Assigned task: Should a line below contain the word "overflow", report it.

Stored data:
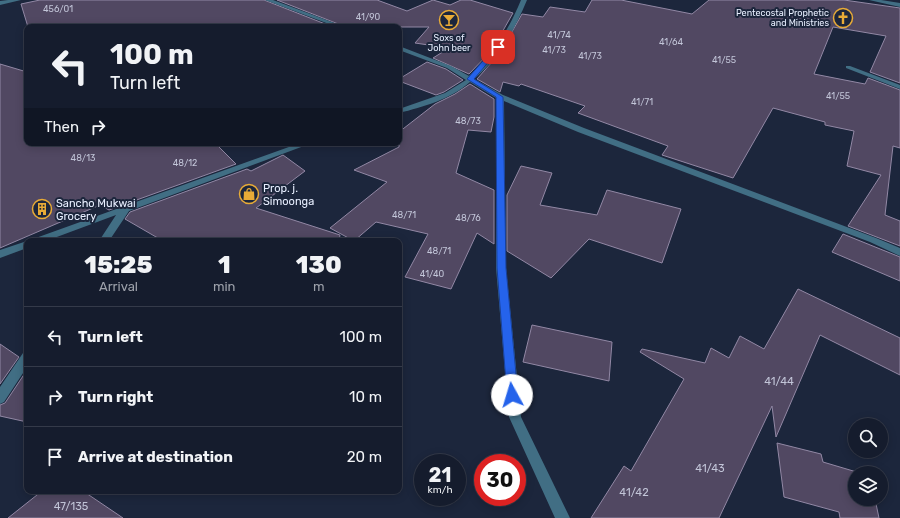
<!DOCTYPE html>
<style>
:root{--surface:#151c2d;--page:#1e2535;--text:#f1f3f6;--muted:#9da1aa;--line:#343a49}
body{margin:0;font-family:Rubik,sans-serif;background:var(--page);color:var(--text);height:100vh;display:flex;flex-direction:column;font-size:15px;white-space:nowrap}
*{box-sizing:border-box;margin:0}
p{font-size:13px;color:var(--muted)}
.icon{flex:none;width:22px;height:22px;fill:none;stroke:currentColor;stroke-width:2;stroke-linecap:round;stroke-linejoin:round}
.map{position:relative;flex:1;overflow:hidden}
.details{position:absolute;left:24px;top:238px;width:378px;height:256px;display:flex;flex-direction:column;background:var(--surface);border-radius:8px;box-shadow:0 2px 10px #0003,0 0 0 1px var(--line)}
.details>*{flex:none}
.top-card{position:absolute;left:24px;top:24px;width:378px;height:122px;border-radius:8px;box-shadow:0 2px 10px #0003,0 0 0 1px var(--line);background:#151c2d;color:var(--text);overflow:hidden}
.tools{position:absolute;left:848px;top:418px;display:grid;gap:8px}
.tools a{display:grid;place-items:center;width:40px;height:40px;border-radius:50%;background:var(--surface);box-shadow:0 2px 10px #0003,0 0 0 1px var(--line);font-size:20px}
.speed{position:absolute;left:414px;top:454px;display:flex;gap:8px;font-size:20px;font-weight:700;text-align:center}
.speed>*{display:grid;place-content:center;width:52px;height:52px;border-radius:50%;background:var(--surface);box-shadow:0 2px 10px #0003,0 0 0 1px var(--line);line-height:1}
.speed small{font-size:10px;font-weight:400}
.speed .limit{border:6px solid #d22;background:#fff;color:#111}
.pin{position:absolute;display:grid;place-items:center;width:34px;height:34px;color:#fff;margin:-17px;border-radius:8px;box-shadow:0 2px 6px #0006}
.me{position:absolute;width:44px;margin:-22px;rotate:354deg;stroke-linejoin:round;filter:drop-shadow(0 0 3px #0008)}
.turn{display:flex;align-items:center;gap:14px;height:84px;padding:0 20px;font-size:18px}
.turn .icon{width:52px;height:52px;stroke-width:2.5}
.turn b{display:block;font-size:28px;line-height:34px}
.then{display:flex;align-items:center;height:38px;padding:0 20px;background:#0003;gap:8px;font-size:15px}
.eta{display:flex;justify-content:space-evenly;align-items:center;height:68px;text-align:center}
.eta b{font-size:24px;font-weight:800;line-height:28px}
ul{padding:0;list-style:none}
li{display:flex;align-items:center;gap:12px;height:60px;padding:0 20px;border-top:1px solid var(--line)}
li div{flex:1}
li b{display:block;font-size:15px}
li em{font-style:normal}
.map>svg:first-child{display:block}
.building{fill:#514862;stroke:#9288a5}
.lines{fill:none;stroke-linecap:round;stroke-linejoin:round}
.minor{fill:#416e84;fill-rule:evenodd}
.route{fill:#2563eb;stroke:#184099}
.labels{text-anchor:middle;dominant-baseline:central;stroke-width:4;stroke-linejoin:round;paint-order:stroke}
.number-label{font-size:9px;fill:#c2c5d8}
.far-poi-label{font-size:9px;fill:#e8efff;stroke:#1c263c;text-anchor:end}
.poi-label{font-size:11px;fill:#e8efff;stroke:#1c263c;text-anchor:start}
.near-number-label{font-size:11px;fill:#c2c5d8}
</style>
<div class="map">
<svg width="900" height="518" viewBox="0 0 900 518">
<rect width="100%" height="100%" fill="#1c263c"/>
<!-- building -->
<path class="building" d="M40 0H264L333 27H28L21 4Z
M277 0H377L407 11 433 0 450 5 461 0H470L513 13 492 50 469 74 433 58 449 48 415 43 429 27H346Z
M592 0H621L692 14 709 0H844L900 8V83L870 72 886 36 833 27 814 74 865 84 868 78 900 90V148L893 146 885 215 900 221V246L848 226 881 175 847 166 854 131 825 125V122L773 108 733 178 662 155 668 146 578 113 585 106 521 84 519 86 503 82 500 92 477 79 500 53 522 14 543 17 550 7 585 12Z
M427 62 446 69 463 80 444 92 436 95 399 81V79Z
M0 64 27 72V143H215L236 164 109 210 100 205 0 248Z
M470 84 494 99V117L491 132 468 130 456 173 494 190V244L477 233 451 289 405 277 428 234 376 222 354 241 330 228 387 182 354 170 399 147V132L435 104 455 94Z
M283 155 305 171 256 208 340 235 339 241H163L125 219 130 212 247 169 251 171Z
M521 166 552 173 540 205 597 215 607 190 681 209 662 263 589 239 551 278 507 251V195Z
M843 234 900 257V281L832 252Z
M798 289 900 338V375L820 335 776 437 772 406 719 518H591L624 466 631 471 684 379 640 352 642 349 705 363 711 348 729 358 740 336 764 349Z
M532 325 612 342 609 381 523 362Z
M0 344 19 357 0 384Z
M27 370V422L0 416V405L5 403Z
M777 443 821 454 823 462 860 473H855V499H875L879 518H840L839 512 784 497Z
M42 491H83L123 518H8Z"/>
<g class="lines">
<!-- minor -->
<path class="minor" d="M8 0H21L0 5V1Z
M265 0H273L345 27H337Z
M521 0H527C515 29 499 58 474 79L503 95 584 128 876 238 900 248V256L870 242 578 132 504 101 506 268 521 417 570 518H555L509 417 496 268V98L470 82C451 99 423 107 399 113V109L445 93 466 80 447 68 399 50V46L451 66 469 76C493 56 509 29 521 0Z
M869 0H881L900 3V7Z
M846 66H850L900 85V89L846 68Z
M300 143H312L129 211 109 241H99L116 215 46 241H31L33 239Z
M27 241V248L0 258V250L24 242 28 241Z
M27 352V367L4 402 0 404V387L23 353Z"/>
</g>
<!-- route -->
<path class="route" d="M496 46 501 47 474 79 503 97 506 268 518 395 517 398 512 400 508 398 507 395 497 268 496 97 467 79Z"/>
<!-- icons -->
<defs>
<g id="church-ring" transform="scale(1)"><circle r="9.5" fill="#1c263c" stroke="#e8ab37" stroke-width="1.5"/><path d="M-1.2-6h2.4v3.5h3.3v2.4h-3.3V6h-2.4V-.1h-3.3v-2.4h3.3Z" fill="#e8ab37"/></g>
<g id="bar-ring" transform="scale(1)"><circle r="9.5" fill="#1c263c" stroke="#e8ab37" stroke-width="1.5"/><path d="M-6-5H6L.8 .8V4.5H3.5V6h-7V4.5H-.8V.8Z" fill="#e8ab37"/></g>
<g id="shop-ring" transform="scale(1)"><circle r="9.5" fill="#1c263c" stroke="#e8ab37" stroke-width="1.5"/><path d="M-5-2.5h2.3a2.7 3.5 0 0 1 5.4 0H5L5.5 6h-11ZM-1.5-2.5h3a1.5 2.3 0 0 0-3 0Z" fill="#e8ab37"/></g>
<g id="building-ring" transform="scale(1)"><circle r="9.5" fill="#1c263c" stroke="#e8ab37" stroke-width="1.5"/><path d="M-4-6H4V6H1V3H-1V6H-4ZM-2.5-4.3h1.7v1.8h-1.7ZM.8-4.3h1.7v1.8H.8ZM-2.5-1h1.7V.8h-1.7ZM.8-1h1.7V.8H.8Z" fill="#e8ab37"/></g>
</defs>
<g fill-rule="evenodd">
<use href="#church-ring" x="843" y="18"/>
<use href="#bar-ring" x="449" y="20"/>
<use href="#shop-ring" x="249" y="194"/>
<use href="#building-ring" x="42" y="209"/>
</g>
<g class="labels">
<!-- number labels -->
<g class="number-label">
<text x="58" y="9">456/01</text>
<text x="368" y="17">41/90</text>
<text x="559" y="35">41/74</text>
<text x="671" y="42">41/64</text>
<text x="554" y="50">41/73</text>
<text x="590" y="56">41/73</text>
<text x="724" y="60">41/55</text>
<text x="838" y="96">41/55</text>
<text x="642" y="102">41/71</text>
<text x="468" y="121">48/73</text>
<text x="83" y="158">48/13</text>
<text x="185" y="163">48/12</text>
<text x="404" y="215">48/71</text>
<text x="468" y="218">48/76</text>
<text x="439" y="251">48/71</text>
<text x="432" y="274">41/40</text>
</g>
<!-- far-poi labels -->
<g class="far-poi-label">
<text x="829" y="13">Pentecostal Prophetic<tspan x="829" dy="10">and Ministries</tspan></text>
<text x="449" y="38" text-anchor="middle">Soxs of<tspan x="449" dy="10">John beer</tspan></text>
</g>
<!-- poi labels -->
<g class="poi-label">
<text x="263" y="188">Prop. j.<tspan x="263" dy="13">Simoonga</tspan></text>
<text x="56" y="203">Sancho Mukwai<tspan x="56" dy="13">Grocery</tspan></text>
</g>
<!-- near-number labels -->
<g class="near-number-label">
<text x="779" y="381">41/44</text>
<text x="710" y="468">41/43</text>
<text x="634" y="492">41/42</text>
<text x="71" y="506">47/135</text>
</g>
</g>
</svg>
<div class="tools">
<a><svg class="icon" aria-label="search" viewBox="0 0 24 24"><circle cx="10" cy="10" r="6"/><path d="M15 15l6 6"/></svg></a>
<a><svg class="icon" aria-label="layers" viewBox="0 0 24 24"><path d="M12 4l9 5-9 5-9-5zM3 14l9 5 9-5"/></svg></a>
</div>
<div class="speed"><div>21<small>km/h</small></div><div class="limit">30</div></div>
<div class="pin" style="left:498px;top:47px;background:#d93025"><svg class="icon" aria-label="arrive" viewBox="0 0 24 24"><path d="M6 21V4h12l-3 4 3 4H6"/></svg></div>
<svg class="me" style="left:512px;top:395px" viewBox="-20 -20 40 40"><circle r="19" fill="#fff"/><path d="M0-13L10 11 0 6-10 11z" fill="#2563eb"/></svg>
<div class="top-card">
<div class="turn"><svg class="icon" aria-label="left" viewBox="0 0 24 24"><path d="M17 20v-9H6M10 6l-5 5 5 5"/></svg><div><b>100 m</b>Turn left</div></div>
<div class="then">Then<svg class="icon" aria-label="right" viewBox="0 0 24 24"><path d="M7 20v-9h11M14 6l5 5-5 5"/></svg></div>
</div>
<section class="details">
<div class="eta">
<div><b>15:25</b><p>Arrival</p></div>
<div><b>1</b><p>min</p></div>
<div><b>130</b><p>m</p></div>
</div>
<ul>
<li><svg class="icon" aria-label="left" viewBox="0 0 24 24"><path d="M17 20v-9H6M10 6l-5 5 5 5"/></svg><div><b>Turn left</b></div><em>100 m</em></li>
<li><svg class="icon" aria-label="right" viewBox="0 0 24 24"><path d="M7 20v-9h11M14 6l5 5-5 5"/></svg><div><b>Turn right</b></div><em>10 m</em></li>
<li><svg class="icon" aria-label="arrive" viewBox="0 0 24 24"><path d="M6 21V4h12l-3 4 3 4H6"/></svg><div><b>Arrive at destination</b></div><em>20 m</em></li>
</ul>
</section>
</div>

Result for this task:
.map{position:relative;flex:1;overflow:hidden}
.top-card{position:absolute;left:24px;top:24px;width:378px;height:122px;border-radius:8px;box-shadow:0 2px 10px #0003,0 0 0 1px var(--line);background:#151c2d;color:var(--text);overflow:hidden}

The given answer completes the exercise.